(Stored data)
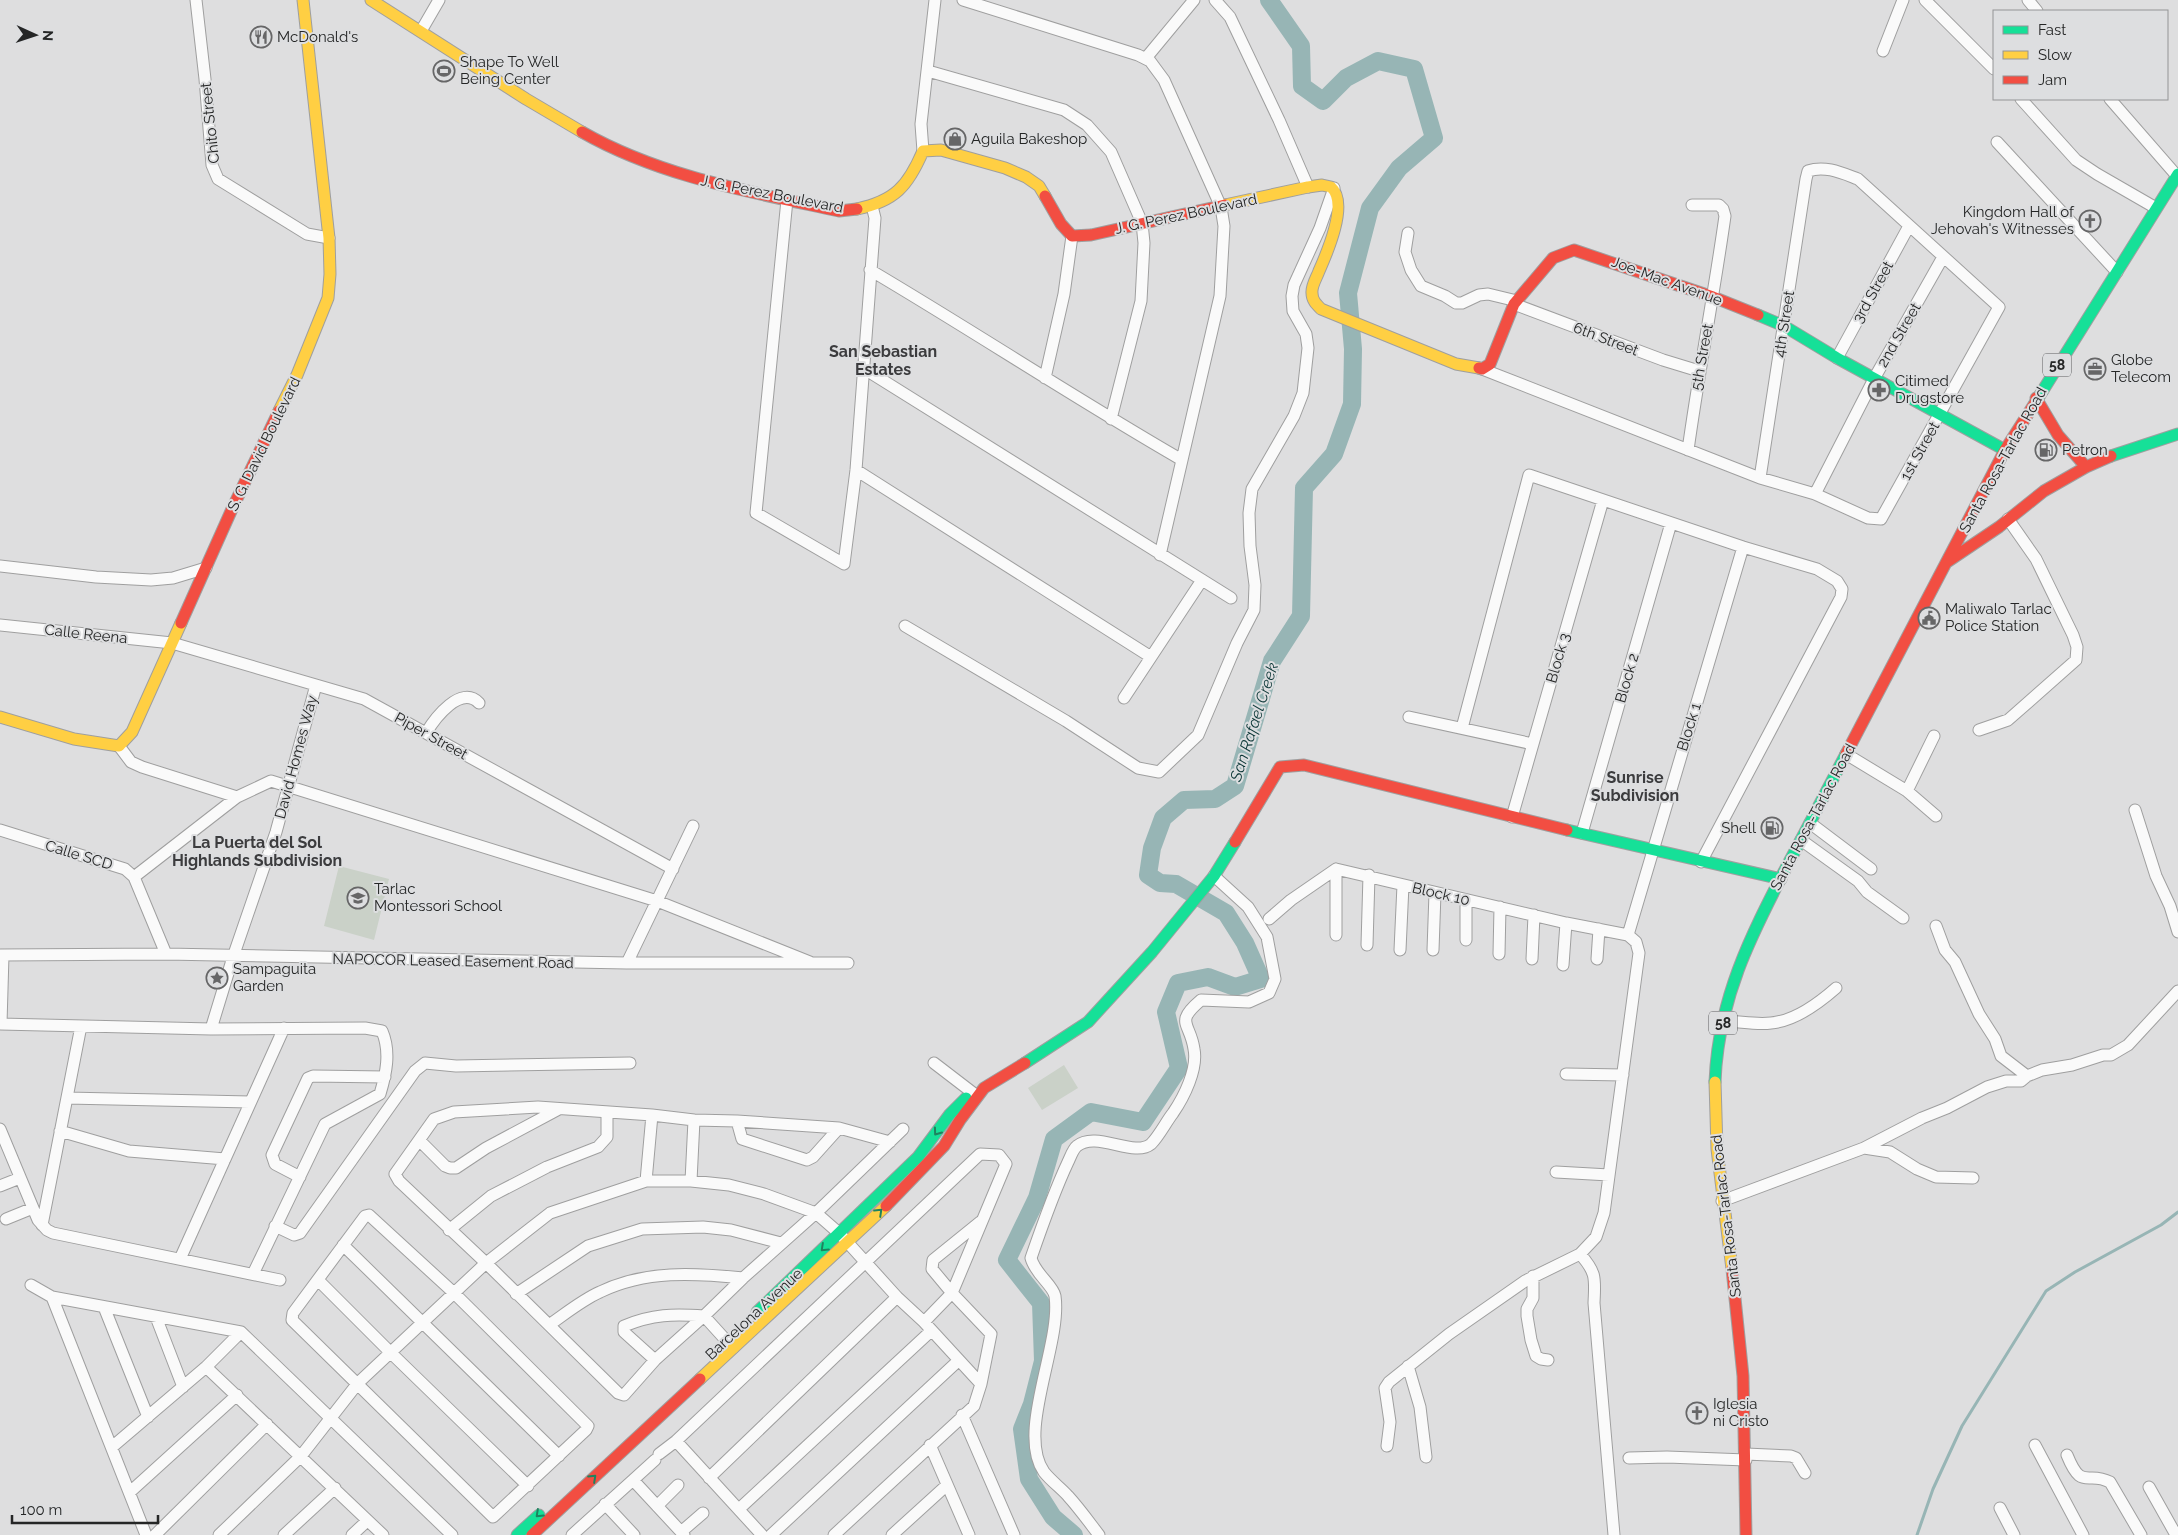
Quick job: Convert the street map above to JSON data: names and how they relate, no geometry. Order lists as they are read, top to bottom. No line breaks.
{"streets":{"main road":["J. G. Perez Boulevard","Joe-Mac Avenue","58","S. G. David Boulevard","Santa Rosa-Tarlac Road","Barcelona Avenue"],"street":["Chito Street","3rd Street","4th Street","2nd Street","6th Street","5th Street","1st Street","Calle Reena","Block 3","Block 2","Block 1","Piper Street","David Homes Way","Calle SCD","Block 10","NAPOCOR Leased Easement Road"]},"crossings":[["Chito Street","S. G. David Boulevard"],["Joe-Mac Avenue","3rd Street"],["Joe-Mac Avenue","4th Street"],["Joe-Mac Avenue","2nd Street"],["Joe-Mac Avenue","6th Street"],["Joe-Mac Avenue","5th Street"],["Joe-Mac Avenue","1st Street"],["Joe-Mac Avenue","Santa Rosa-Tarlac Road"],["3rd Street","4th Street"],["2nd Street","1st Street"],["6th Street","5th Street"],["S. G. David Boulevard","Calle Reena"],["S. G. David Boulevard","Piper Street"],["Calle Reena","Piper Street"],["Block 3","Barcelona Avenue"],["Block 1","Block 10"],["Piper Street","David Homes Way"],["David Homes Way","NAPOCOR Leased Easement Road"]],"districts":["San Sebastian Estates","Sunrise Subdivision","La Puerta del Sol Highlands Subdivision"],"water":["San Rafael Creek"],"places":{"restaurant":["McDonald's"],"sports":["Shape To Well Being Center"],"shop":["Aguila Bakeshop"],"church":["Kingdom Hall of Jehovah's Witnesses","Iglesia ni Cristo"],"office":["Globe Telecom"],"pharmacy":["Citimed Drugstore"],"fuel station":["Petron","Shell"],"public building":["Maliwalo Tarlac Police Station"],"school or university":["Tarlac Montessori School"],"place":["Sampaguita Garden"]},"legend":["Fast","Slow","Jam"],"scale_bar":"100 m","north":"right"}
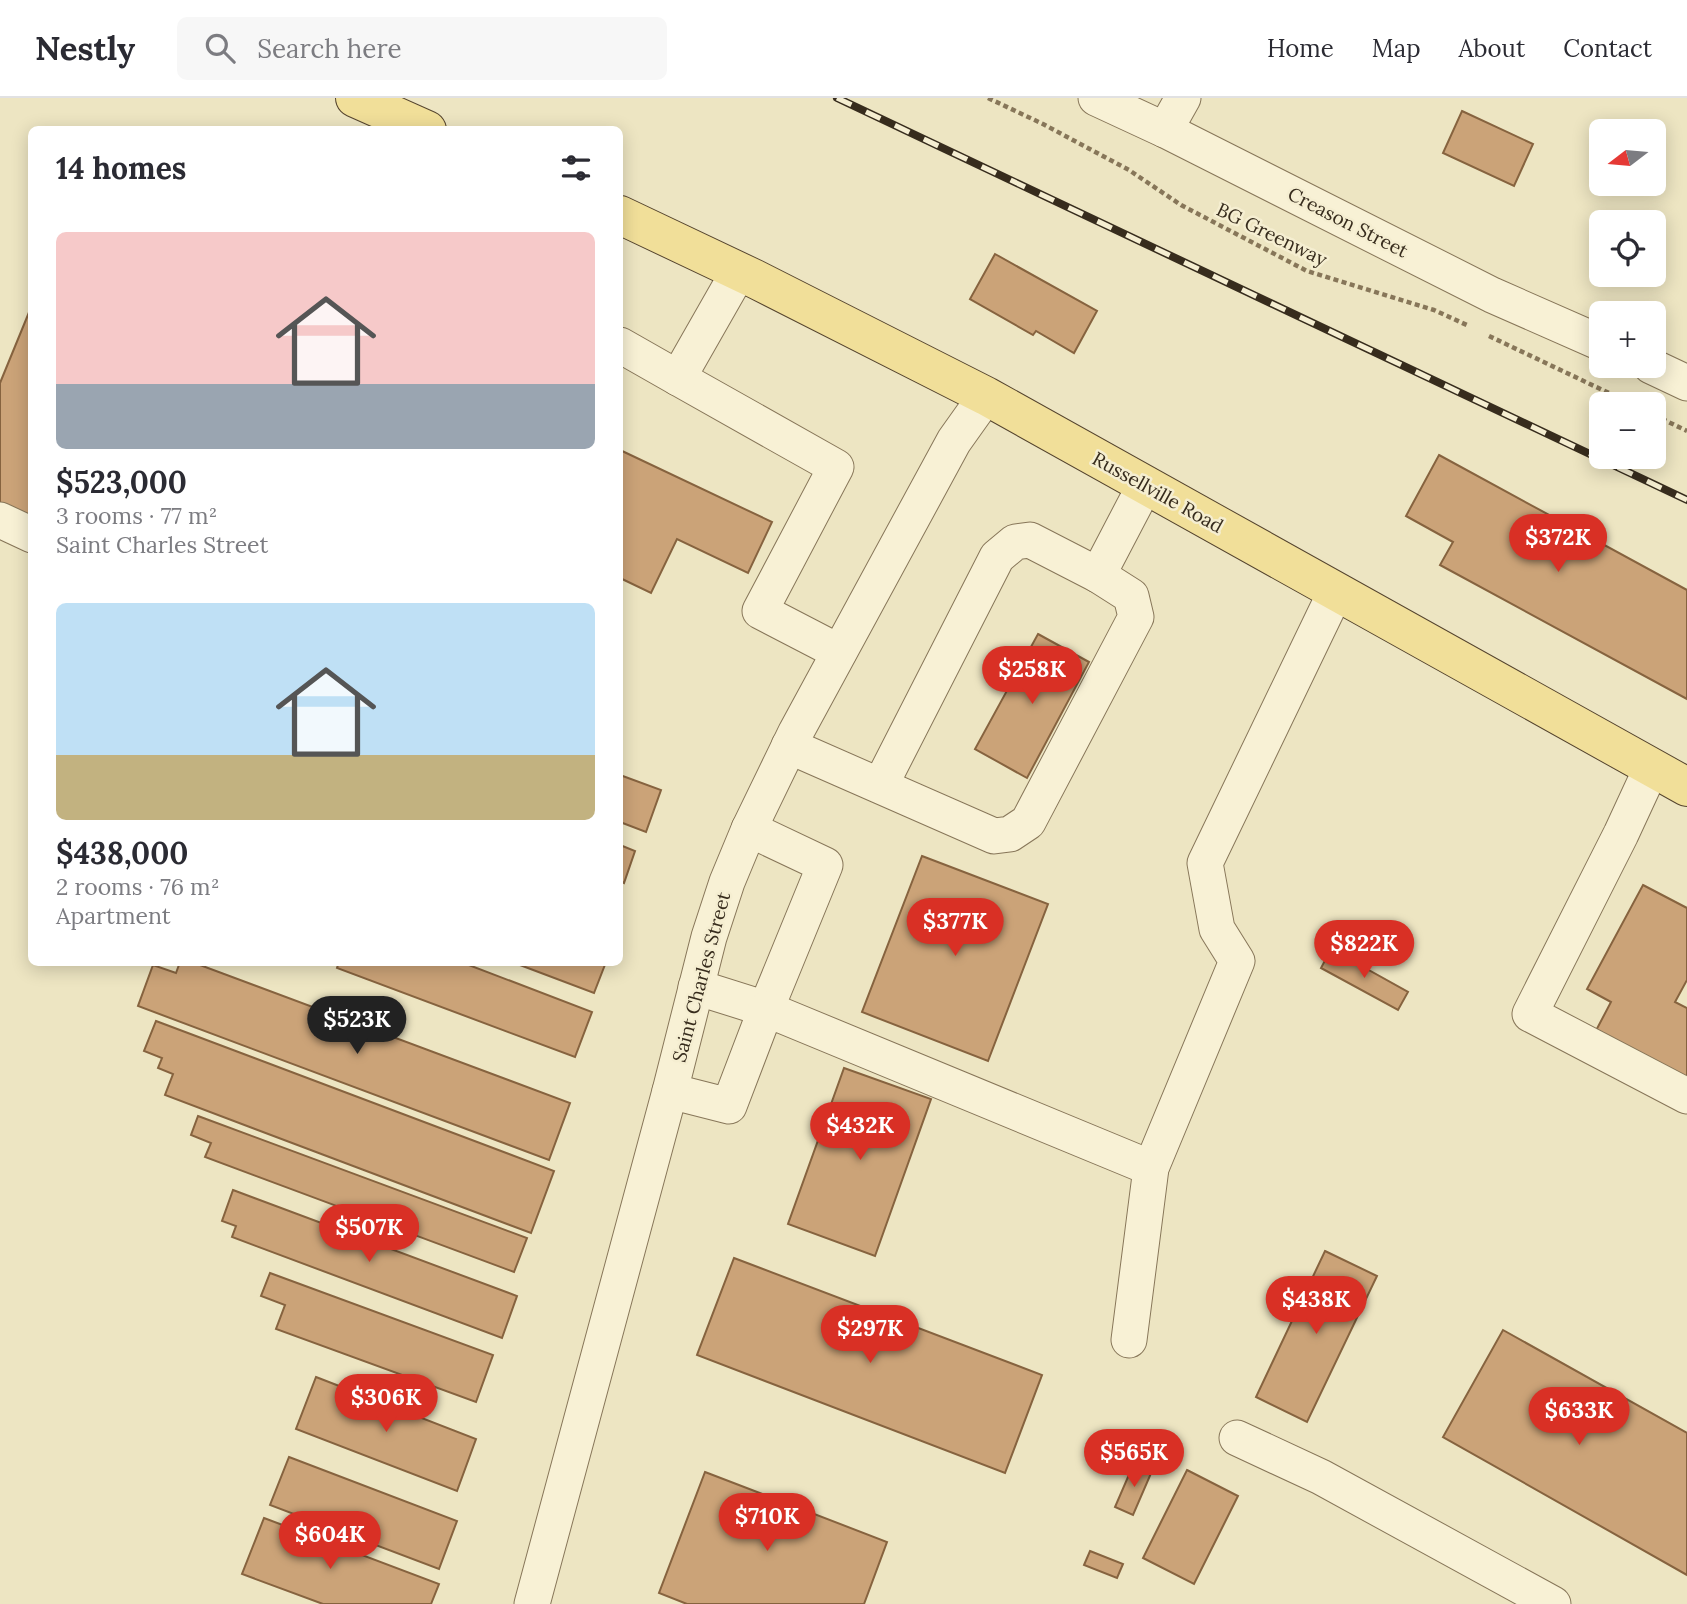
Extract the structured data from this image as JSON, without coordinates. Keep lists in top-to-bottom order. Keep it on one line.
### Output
{"streets":{"main road":["Russellville Road"],"street":["Creason Street","Saint Charles Street"],"path":["BG Greenway"]},"crossings":[["Russellville Road","Saint Charles Street"]],"north":"left","page":{"header":"Nestly","search":"Search here","nav":["Home","Map","About","Contact"],"map_buttons":["+","−"],"heading":"14 homes","list":[{"name":"$523,000","note":"3 rooms · 77 m² · Saint Charles Street"},{"name":"$438,000","note":"2 rooms · 76 m² · Apartment"}],"price":["$372K","$258K","$377K","$822K","$523K","$432K","$507K","$438K","$297K","$306K","$633K","$565K","$710K","$604K"]}}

# [What to produce]
Output only the lines running from the top of the data above to the line with "Extract the structured", inclusive, word for word and without pictures.

# [Answer area]
Quick job: Convert the street map above to JSON data: names and how they relate, no geometry. Order lists as they are read, top to bottom. No line breaks.
{"streets":{"main road":["J. G. Perez Boulevard","Joe-Mac Avenue","58","S. G. David Boulevard","Santa Rosa-Tarlac Road","Barcelona Avenue"],"street":["Chito Street","3rd Street","4th Street","2nd Street","6th Street","5th Street","1st Street","Calle Reena","Block 3","Block 2","Block 1","Piper Street","David Homes Way","Calle SCD","Block 10","NAPOCOR Leased Easement Road"]},"crossings":[["Chito Street","S. G. David Boulevard"],["Joe-Mac Avenue","3rd Street"],["Joe-Mac Avenue","4th Street"],["Joe-Mac Avenue","2nd Street"],["Joe-Mac Avenue","6th Street"],["Joe-Mac Avenue","5th Street"],["Joe-Mac Avenue","1st Street"],["Joe-Mac Avenue","Santa Rosa-Tarlac Road"],["3rd Street","4th Street"],["2nd Street","1st Street"],["6th Street","5th Street"],["S. G. David Boulevard","Calle Reena"],["S. G. David Boulevard","Piper Street"],["Calle Reena","Piper Street"],["Block 3","Barcelona Avenue"],["Block 1","Block 10"],["Piper Street","David Homes Way"],["David Homes Way","NAPOCOR Leased Easement Road"]],"districts":["San Sebastian Estates","Sunrise Subdivision","La Puerta del Sol Highlands Subdivision"],"water":["San Rafael Creek"],"places":{"restaurant":["McDonald's"],"sports":["Shape To Well Being Center"],"shop":["Aguila Bakeshop"],"church":["Kingdom Hall of Jehovah's Witnesses","Iglesia ni Cristo"],"office":["Globe Telecom"],"pharmacy":["Citimed Drugstore"],"fuel station":["Petron","Shell"],"public building":["Maliwalo Tarlac Police Station"],"school or university":["Tarlac Montessori School"],"place":["Sampaguita Garden"]},"legend":["Fast","Slow","Jam"],"scale_bar":"100 m","north":"right"}
Extract the structured data from this image as JSON, without coordinates. Keep lists in top-to-bottom order. Keep it on one line.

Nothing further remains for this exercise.